## PROMPT:
Within the entries below, find each line containing the word "body" and copy it.

Collected data:
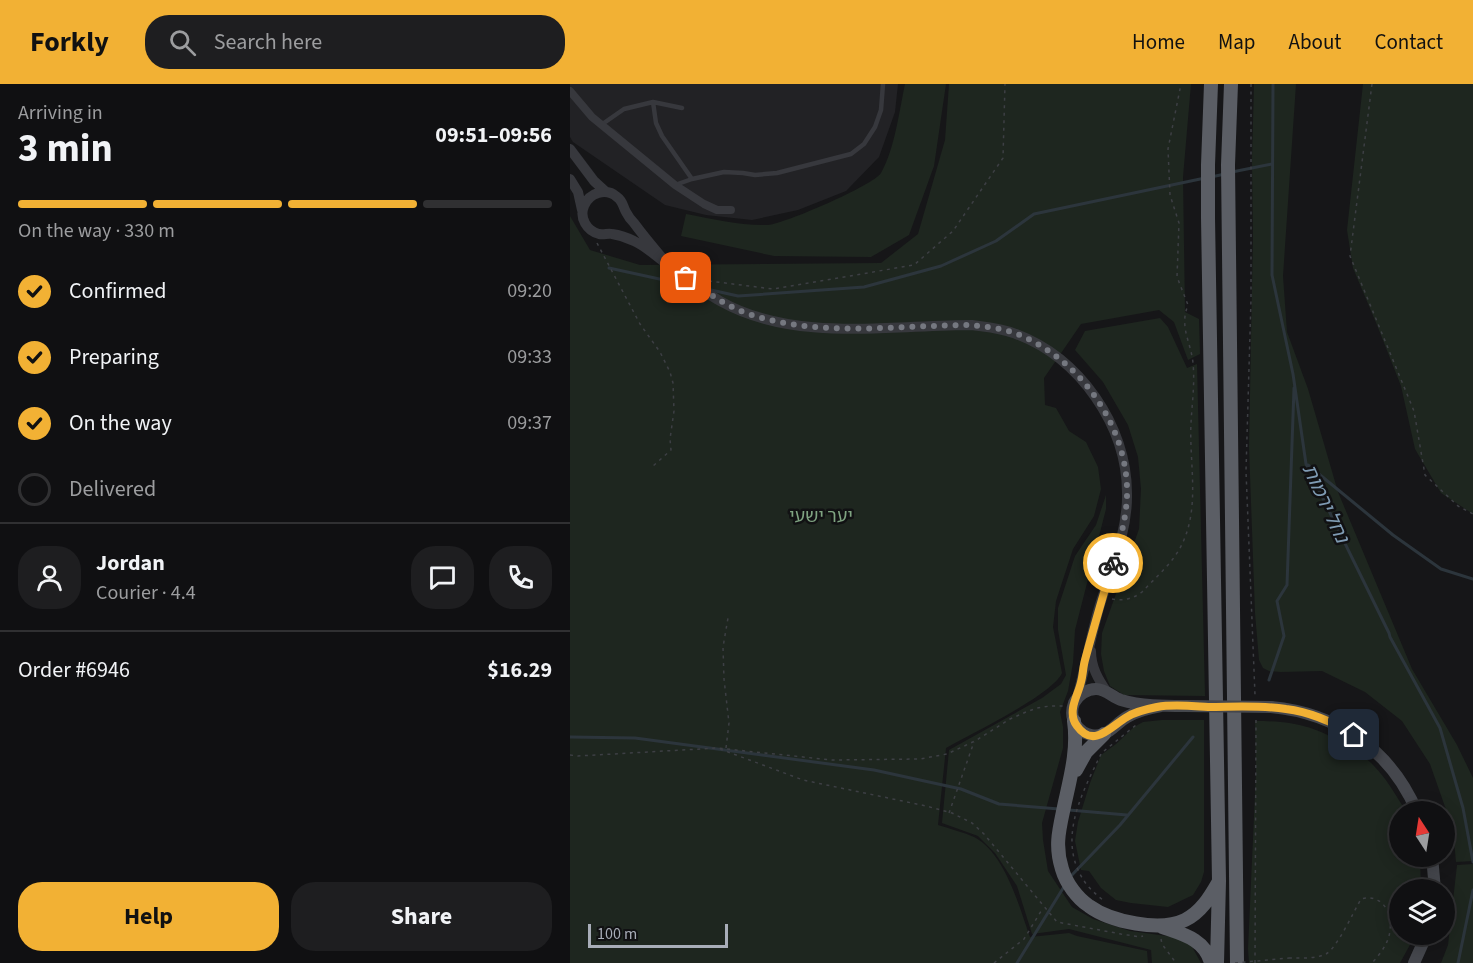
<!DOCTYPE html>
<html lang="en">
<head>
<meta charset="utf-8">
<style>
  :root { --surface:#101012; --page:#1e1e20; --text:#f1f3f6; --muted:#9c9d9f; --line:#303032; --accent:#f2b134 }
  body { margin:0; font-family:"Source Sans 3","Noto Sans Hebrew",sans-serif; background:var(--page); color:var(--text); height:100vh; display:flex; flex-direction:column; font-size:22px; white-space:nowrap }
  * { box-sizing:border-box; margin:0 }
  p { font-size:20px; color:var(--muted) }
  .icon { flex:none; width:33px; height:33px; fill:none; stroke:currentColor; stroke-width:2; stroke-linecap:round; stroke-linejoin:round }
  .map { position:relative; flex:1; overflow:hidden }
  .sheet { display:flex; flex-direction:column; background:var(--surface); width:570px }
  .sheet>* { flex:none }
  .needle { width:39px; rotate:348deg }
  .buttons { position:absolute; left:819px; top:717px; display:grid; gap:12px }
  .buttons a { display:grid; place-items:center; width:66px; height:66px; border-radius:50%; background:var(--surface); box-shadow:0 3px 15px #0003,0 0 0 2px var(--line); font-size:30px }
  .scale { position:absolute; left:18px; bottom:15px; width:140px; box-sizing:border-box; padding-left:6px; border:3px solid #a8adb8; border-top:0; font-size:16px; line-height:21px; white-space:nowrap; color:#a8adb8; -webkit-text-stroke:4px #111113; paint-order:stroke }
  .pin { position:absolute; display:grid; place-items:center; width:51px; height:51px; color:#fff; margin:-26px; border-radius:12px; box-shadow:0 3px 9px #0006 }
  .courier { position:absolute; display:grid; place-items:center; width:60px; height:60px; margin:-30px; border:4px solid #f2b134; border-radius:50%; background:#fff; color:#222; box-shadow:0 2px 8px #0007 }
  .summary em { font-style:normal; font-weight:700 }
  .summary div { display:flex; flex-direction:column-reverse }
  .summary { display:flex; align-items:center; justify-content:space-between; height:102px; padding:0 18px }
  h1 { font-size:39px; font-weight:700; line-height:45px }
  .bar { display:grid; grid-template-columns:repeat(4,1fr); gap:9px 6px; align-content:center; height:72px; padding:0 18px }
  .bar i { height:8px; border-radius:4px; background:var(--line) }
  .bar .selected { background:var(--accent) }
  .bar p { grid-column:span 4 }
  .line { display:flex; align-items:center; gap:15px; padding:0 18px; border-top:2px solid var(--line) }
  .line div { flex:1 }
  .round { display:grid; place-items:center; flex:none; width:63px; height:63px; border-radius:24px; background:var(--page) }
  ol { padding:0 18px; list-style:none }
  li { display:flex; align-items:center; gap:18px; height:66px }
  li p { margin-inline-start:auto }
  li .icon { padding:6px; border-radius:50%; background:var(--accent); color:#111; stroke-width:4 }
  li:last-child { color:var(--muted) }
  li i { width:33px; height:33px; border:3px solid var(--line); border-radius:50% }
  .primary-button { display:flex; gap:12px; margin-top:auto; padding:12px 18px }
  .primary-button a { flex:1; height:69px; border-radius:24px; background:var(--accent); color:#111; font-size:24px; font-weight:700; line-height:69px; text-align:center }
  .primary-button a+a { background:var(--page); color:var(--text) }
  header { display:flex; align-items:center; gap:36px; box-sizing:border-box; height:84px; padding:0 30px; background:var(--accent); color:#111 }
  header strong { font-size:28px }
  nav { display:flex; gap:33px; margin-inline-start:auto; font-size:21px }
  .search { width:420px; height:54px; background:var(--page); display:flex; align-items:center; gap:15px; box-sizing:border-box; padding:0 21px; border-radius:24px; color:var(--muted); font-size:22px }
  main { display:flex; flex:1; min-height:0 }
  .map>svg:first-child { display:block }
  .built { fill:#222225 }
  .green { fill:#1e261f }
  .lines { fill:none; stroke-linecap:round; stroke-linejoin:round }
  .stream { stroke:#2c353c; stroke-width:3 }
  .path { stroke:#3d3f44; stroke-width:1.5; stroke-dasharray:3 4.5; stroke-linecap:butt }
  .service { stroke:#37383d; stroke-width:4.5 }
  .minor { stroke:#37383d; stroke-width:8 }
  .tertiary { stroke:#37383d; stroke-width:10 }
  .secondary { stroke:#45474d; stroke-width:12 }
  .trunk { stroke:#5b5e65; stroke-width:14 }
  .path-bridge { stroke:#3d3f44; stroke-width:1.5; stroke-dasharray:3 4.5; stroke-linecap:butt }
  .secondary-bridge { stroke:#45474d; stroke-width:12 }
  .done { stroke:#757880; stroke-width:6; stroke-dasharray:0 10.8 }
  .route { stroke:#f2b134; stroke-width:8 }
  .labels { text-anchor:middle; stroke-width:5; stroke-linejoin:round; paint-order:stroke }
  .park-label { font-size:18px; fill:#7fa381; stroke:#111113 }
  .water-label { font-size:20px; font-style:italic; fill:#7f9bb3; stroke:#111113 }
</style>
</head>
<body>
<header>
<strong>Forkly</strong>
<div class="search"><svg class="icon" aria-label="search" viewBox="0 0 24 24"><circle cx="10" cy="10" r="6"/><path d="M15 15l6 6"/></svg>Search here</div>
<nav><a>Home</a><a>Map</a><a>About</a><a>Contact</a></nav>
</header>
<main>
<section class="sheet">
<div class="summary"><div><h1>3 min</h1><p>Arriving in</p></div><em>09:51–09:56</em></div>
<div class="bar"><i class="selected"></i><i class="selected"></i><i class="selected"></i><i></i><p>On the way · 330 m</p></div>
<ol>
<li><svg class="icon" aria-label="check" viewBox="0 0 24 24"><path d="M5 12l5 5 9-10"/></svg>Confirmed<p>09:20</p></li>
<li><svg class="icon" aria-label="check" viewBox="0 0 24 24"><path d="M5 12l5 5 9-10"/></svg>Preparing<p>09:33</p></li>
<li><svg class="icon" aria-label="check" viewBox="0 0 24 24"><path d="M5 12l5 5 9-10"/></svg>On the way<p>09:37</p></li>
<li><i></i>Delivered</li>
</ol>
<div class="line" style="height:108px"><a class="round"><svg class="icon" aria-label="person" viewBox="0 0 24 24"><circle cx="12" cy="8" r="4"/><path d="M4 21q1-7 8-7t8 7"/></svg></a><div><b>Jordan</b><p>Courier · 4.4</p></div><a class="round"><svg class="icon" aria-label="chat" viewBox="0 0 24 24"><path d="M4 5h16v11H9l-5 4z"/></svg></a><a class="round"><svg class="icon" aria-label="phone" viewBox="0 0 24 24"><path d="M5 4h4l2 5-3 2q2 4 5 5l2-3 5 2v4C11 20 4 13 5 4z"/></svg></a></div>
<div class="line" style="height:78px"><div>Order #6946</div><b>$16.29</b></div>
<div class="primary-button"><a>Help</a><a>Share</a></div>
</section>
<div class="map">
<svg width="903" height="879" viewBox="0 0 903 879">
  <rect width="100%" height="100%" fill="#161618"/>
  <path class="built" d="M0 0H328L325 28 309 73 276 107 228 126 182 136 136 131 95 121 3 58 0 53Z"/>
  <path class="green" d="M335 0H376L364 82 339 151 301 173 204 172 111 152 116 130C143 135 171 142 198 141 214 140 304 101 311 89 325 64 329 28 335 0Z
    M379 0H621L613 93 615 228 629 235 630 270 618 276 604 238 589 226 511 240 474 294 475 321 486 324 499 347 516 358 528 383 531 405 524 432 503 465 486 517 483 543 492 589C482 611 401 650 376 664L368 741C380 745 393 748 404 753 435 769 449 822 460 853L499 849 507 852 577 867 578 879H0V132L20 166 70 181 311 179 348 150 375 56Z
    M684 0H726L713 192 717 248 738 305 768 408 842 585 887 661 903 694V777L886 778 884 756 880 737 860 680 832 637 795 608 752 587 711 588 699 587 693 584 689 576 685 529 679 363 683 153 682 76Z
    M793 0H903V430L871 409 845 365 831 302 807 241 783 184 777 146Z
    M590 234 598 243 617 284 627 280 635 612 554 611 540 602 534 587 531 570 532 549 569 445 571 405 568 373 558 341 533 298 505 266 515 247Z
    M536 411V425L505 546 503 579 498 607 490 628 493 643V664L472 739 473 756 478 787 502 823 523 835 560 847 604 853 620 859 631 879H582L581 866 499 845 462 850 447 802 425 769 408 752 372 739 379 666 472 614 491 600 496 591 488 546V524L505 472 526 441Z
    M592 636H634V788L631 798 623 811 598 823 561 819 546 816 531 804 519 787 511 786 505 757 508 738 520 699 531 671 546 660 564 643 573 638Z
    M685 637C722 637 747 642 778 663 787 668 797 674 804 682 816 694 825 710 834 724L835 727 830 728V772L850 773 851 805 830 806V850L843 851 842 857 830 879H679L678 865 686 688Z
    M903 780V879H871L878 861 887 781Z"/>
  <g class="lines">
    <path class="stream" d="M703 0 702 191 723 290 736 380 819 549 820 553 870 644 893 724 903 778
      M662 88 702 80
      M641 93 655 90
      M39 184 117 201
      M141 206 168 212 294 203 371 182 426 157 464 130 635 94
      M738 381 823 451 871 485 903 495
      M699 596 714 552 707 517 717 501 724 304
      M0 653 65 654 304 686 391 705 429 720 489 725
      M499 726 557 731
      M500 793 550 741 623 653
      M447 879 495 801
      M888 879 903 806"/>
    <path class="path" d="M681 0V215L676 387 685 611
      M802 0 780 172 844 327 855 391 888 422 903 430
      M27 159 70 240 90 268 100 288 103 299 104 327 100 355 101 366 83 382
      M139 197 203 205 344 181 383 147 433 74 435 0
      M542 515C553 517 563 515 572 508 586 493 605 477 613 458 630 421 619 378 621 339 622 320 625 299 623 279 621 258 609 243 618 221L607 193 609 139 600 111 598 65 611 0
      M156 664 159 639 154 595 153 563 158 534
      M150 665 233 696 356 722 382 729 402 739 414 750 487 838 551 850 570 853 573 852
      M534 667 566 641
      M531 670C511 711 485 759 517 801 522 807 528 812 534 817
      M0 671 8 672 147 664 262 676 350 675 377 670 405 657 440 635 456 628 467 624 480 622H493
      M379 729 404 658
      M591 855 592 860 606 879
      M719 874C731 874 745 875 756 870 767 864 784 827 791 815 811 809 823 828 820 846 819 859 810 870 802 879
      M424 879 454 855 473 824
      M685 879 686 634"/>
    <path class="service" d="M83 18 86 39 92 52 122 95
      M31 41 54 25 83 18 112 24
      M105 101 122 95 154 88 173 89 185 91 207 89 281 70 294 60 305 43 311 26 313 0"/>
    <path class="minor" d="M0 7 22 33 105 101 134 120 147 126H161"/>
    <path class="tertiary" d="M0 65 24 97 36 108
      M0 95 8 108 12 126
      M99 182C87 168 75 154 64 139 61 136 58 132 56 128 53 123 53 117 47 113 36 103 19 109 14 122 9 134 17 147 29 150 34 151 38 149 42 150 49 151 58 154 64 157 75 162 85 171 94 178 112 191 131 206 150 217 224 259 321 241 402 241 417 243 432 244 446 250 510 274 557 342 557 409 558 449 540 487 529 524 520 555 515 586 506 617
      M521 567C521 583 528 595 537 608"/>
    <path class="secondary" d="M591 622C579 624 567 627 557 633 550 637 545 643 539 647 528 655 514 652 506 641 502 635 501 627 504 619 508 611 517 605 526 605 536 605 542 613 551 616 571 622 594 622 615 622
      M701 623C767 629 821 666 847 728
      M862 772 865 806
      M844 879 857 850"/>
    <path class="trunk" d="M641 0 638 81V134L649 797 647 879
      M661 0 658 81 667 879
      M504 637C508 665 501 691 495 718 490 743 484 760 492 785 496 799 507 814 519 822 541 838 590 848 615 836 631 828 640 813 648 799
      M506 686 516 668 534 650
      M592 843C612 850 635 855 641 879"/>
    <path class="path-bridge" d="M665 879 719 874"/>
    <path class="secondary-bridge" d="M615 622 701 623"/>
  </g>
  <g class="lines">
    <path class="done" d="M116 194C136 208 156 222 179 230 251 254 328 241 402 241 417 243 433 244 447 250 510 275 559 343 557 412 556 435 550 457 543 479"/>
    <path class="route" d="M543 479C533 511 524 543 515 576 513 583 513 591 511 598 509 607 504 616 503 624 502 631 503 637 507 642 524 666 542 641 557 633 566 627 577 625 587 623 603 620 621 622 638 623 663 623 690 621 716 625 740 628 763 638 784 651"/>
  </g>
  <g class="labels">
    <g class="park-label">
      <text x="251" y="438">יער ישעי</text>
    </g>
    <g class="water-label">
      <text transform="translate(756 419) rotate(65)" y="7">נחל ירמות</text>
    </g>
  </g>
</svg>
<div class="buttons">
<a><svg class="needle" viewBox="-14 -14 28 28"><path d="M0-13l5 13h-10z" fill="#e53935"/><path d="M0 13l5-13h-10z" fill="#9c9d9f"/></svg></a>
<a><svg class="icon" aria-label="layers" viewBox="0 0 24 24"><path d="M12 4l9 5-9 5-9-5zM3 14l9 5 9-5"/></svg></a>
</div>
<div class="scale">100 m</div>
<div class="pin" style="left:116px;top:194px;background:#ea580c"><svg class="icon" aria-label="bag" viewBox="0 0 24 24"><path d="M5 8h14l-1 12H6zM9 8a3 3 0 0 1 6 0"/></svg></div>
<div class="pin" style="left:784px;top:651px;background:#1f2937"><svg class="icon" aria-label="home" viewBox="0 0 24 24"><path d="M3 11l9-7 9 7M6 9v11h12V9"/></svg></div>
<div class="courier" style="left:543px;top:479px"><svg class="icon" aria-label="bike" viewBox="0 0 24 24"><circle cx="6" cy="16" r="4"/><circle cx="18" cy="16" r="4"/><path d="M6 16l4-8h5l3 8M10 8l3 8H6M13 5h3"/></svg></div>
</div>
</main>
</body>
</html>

## WRITTEN RESPONSE:
  body { margin:0; font-family:"Source Sans 3","Noto Sans Hebrew",sans-serif; background:var(--page); color:var(--text); height:100vh; display:flex; flex-direction:column; font-size:22px; white-space:nowrap }
<body>
</body>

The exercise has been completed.